Alec Cora went to right-hander Carson Smith to follow Chris Sale, and he gave up the Jays’ fourth run, forcing Cora to bring in Matt Barnes to put out the fire.

Barnes, who I noticed last night looks an awful lot like Danny Barnes, except his beard isn’t red, had his own rollicky eighth inning as Toronto wasn’t going down without a fight.

Smith had retired Luke Maile on a grounder to short to start off the seventh, but Devon Travis connected for a vicious low liner to the wall in left centre that rattled around enough to allow him to turn it into a triple. Kendrys Morales hit for Steve Pearce and grounded out to second while Travis scored the fourth Toronto run.

With two outs and the bases empty there was no reason to pull Smith. But there was when Hernandez followed by stroking an inside-out double into the open space in right. That’s when Barnes came in to stifle the rally by fanning Justin Smoak with a 2-2 curve ball after pumping two 97-plus fast balls in to him.

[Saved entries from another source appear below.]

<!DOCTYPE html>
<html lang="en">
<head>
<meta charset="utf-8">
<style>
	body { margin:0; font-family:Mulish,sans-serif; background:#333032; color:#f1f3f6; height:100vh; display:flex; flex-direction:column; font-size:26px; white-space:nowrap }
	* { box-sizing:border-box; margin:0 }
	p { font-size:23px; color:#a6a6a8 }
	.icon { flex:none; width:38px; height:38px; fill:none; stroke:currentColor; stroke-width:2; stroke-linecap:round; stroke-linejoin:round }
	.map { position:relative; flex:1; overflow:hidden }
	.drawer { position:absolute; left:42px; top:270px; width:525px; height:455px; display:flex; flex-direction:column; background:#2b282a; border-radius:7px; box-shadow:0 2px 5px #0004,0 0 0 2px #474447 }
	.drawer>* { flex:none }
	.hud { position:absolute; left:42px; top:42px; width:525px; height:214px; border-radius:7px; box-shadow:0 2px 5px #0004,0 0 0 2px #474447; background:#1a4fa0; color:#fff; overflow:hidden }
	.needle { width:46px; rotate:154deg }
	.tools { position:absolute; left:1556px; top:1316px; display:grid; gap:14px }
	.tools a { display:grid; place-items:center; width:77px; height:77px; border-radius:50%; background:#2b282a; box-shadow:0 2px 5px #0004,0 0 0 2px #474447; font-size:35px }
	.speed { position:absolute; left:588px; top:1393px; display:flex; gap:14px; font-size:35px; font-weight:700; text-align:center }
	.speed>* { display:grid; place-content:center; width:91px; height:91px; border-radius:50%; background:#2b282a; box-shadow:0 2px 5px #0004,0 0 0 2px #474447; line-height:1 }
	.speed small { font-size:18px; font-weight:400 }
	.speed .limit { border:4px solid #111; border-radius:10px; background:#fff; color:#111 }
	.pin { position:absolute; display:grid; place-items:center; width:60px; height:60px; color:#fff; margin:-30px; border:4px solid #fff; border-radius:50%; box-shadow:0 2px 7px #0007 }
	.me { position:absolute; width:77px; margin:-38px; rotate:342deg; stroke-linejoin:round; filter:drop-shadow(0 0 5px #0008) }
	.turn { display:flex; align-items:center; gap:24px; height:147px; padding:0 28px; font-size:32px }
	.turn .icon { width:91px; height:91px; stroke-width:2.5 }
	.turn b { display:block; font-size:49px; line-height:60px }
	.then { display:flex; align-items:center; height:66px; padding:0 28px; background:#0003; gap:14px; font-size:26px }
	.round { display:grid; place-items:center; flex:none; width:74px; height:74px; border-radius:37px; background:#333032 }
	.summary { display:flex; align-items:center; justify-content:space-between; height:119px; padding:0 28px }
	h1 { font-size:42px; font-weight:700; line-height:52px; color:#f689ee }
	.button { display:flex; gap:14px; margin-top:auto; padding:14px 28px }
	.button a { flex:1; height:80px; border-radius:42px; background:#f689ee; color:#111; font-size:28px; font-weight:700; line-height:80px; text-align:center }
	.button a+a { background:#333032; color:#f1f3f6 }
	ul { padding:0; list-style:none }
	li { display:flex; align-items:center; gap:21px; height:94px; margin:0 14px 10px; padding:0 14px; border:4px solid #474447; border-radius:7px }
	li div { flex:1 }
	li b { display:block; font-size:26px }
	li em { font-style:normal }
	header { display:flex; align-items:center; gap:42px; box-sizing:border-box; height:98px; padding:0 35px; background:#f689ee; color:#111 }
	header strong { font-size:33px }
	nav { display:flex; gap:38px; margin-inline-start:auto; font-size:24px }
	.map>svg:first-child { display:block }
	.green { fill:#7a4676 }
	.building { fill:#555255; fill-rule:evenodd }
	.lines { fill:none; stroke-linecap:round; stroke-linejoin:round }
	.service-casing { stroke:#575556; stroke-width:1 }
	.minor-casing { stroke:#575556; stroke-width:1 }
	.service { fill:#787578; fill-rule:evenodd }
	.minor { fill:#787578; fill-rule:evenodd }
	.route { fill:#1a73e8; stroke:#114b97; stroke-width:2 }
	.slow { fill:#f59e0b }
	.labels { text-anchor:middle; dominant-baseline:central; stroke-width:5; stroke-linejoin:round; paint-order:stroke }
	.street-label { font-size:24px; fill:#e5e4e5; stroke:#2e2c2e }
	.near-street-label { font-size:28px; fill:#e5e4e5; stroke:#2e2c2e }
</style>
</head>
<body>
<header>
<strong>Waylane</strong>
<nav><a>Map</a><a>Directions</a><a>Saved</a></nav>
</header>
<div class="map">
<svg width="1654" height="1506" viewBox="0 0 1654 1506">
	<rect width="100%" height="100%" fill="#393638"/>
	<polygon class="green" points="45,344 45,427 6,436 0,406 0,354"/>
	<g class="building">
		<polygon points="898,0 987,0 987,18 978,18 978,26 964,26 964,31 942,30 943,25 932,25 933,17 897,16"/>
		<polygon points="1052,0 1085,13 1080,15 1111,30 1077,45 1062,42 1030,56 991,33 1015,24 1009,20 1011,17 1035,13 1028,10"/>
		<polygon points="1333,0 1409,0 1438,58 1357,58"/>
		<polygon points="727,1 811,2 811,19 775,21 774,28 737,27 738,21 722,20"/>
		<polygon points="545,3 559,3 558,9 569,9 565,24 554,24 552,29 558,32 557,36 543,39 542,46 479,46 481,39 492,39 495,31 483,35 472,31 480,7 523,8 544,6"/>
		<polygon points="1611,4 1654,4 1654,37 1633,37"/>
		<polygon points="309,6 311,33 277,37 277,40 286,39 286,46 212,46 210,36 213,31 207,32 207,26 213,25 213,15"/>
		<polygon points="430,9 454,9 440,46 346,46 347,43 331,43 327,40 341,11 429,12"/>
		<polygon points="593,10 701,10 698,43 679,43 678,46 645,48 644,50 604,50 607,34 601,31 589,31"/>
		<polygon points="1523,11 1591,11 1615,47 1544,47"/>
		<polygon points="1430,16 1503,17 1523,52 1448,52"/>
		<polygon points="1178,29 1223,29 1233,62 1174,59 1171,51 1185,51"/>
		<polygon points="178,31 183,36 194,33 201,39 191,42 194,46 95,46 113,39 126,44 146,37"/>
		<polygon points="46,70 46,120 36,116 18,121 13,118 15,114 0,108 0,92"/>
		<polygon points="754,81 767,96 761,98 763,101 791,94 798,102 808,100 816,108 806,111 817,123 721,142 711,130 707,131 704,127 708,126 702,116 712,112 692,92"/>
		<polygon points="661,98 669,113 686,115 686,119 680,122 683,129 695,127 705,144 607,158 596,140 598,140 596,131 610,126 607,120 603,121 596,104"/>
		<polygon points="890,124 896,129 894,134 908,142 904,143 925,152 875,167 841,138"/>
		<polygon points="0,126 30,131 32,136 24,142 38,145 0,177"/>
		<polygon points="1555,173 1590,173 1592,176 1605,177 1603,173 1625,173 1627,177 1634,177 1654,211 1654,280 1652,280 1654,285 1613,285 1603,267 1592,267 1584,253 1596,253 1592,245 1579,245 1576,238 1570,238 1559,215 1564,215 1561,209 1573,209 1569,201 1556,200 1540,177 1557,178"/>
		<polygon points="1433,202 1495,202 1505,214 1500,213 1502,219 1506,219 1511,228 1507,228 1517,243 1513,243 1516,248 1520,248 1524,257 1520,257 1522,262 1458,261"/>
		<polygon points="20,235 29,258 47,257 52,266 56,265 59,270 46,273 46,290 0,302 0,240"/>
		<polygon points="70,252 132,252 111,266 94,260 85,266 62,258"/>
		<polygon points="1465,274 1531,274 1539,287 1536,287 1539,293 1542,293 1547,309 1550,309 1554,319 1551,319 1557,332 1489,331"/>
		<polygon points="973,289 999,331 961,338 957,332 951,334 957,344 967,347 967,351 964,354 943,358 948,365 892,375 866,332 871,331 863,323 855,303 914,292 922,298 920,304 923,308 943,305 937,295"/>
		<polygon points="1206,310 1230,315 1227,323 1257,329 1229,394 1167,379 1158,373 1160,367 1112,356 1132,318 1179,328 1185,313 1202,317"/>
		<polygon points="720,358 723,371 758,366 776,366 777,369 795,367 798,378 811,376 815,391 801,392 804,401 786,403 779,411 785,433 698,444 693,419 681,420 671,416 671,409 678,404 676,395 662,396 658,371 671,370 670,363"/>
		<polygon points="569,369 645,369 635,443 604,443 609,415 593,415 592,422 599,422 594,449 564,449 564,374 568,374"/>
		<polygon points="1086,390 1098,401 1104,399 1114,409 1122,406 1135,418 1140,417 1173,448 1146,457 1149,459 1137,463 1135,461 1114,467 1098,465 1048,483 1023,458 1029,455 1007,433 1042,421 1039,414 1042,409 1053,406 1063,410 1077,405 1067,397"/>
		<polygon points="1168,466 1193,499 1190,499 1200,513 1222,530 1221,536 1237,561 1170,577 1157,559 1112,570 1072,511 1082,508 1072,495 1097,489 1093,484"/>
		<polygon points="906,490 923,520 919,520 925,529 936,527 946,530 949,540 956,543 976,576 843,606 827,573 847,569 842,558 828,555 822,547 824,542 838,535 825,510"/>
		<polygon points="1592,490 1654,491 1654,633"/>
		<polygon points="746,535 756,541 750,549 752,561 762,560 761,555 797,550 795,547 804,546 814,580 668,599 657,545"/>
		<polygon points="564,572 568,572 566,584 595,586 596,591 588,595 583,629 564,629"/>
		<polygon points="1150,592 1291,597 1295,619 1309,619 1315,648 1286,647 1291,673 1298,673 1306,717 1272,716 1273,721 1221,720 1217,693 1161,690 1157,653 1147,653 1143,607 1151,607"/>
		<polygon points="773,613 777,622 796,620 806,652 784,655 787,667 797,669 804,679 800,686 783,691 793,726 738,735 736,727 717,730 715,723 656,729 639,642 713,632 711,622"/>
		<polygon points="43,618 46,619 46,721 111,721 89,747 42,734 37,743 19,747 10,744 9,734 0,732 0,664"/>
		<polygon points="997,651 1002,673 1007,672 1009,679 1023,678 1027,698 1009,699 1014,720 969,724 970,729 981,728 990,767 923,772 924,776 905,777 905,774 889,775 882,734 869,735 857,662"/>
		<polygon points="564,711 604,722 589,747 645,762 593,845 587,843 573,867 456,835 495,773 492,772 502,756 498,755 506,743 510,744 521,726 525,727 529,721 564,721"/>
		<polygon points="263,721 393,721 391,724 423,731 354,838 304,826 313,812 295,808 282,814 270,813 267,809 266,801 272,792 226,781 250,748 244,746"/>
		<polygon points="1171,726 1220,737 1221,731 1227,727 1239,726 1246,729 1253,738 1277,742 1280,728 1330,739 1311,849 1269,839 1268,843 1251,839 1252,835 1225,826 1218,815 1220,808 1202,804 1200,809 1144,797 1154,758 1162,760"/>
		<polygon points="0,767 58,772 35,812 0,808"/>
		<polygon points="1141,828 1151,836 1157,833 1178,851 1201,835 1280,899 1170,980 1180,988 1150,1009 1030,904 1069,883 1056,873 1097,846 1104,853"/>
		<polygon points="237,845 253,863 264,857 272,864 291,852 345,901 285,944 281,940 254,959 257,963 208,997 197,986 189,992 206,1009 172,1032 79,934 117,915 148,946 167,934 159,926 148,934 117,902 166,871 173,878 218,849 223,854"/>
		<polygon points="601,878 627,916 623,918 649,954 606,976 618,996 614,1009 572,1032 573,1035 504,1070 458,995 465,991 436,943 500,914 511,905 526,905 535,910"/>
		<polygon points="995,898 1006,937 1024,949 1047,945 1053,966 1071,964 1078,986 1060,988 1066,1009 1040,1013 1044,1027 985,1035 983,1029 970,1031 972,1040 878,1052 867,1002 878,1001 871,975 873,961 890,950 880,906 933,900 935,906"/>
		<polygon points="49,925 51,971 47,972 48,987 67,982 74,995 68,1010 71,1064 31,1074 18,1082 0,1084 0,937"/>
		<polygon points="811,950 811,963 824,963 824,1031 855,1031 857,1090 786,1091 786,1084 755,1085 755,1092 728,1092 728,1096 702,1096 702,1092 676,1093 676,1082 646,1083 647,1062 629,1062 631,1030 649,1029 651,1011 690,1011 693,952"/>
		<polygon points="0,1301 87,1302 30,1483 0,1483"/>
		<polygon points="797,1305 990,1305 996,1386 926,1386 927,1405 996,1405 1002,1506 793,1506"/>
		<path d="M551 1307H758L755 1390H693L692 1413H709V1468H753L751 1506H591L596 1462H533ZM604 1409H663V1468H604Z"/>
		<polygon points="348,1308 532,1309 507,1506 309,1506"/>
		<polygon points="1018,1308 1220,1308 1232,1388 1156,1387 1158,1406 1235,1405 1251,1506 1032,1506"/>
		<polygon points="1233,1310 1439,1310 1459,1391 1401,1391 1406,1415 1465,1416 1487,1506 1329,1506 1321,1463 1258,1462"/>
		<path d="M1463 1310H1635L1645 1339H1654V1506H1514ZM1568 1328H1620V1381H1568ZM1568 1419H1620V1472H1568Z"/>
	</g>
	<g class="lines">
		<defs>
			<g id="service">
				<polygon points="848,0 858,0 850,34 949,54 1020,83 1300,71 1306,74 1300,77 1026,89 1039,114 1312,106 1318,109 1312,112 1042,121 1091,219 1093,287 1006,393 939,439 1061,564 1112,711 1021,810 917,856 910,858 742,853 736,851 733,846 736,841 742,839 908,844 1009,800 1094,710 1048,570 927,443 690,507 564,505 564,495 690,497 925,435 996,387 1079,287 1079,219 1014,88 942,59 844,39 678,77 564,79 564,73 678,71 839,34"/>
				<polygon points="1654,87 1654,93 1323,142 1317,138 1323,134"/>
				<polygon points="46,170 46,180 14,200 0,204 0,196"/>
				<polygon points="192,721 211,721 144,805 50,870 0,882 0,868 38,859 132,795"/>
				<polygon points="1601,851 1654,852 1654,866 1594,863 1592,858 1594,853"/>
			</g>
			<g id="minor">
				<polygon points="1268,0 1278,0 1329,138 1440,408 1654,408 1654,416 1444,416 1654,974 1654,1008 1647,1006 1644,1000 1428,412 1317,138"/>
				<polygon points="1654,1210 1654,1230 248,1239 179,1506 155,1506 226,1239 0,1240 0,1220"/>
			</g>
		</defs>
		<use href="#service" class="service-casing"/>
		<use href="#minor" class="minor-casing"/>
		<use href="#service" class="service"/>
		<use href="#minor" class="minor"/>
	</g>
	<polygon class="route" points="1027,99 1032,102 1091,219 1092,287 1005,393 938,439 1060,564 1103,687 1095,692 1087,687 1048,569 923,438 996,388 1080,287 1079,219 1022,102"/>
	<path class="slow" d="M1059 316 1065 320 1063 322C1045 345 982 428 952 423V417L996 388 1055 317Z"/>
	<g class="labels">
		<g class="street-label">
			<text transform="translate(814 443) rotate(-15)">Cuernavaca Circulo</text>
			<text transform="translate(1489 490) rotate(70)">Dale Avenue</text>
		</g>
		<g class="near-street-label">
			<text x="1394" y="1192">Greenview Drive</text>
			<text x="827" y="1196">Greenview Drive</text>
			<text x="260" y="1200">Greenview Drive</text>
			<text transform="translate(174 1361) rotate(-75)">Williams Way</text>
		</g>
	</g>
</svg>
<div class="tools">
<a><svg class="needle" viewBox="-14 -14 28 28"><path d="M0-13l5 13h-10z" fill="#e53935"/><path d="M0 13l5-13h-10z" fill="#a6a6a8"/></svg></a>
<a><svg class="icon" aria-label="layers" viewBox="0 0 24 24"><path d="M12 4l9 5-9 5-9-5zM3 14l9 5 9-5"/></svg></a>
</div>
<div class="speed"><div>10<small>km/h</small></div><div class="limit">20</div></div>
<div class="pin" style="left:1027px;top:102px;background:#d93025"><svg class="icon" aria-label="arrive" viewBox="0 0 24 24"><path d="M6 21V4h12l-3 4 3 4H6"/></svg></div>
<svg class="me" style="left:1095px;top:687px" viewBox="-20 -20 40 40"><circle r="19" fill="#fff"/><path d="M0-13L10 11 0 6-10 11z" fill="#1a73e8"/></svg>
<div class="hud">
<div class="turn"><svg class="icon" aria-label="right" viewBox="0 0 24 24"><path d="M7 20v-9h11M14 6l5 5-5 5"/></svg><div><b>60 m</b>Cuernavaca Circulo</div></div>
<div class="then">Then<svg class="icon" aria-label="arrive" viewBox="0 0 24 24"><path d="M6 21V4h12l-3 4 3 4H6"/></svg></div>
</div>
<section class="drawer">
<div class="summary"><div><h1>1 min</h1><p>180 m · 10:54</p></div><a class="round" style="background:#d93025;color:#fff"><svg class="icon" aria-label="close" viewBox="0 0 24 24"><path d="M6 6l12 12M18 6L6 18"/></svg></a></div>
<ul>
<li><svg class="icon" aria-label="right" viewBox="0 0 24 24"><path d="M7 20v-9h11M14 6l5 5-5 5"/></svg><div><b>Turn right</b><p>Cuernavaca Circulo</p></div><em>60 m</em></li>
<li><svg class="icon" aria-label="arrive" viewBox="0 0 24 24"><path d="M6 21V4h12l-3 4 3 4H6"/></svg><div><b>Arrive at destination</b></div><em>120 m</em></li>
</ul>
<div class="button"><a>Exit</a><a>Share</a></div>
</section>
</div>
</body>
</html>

Matt Barnes had his own adventure in the Toronto eighth, but Toronto’s last gasp died with the video review umpire’s thumbs down from New York, a hell of a way to get a rally snuffed out.

With one out Barnes had walked Kevin Pillar on a 3-2 pitch, and then Curtis Granderson hitting for Gurriel on a 3-1 that was nowhere close. This brought up Randal Grichuk, inserted in the lineup because he’d gone 3 for 4 against Sale in his only start against him. Not this time, though: he’d fouled out to the catcher twice and grounded out to second in three at-bats against Sale.

This time he hit a chopper to Profar at short, and if Grichuk isn’t hitting, at least he can run. He turned an easy out into a play close enough to review. If there was one last turning point in the game, it was this: if John Gibbons won the appeal, the Jays would have the bases loaded with one out. If he lost the appeal, they’d have runners at second and third, but two outs.

The video review upheld the call on the field: Grichuk was out.

Matt Barnes fanned Luke Maile on a high fast ball on the outside corner, as Maile tried just a little too hard to replicate his earlier season success in similar situations.

You’re not likely to beat Craig Kimbrel twice in one series, and this time he was dominant. He fanned Travis, and then popped up Morales and Hernandez to secure the game and the series for Boston.

You don’t get too many chances to beat Chris Sale straight up. Hope it comes around again some time!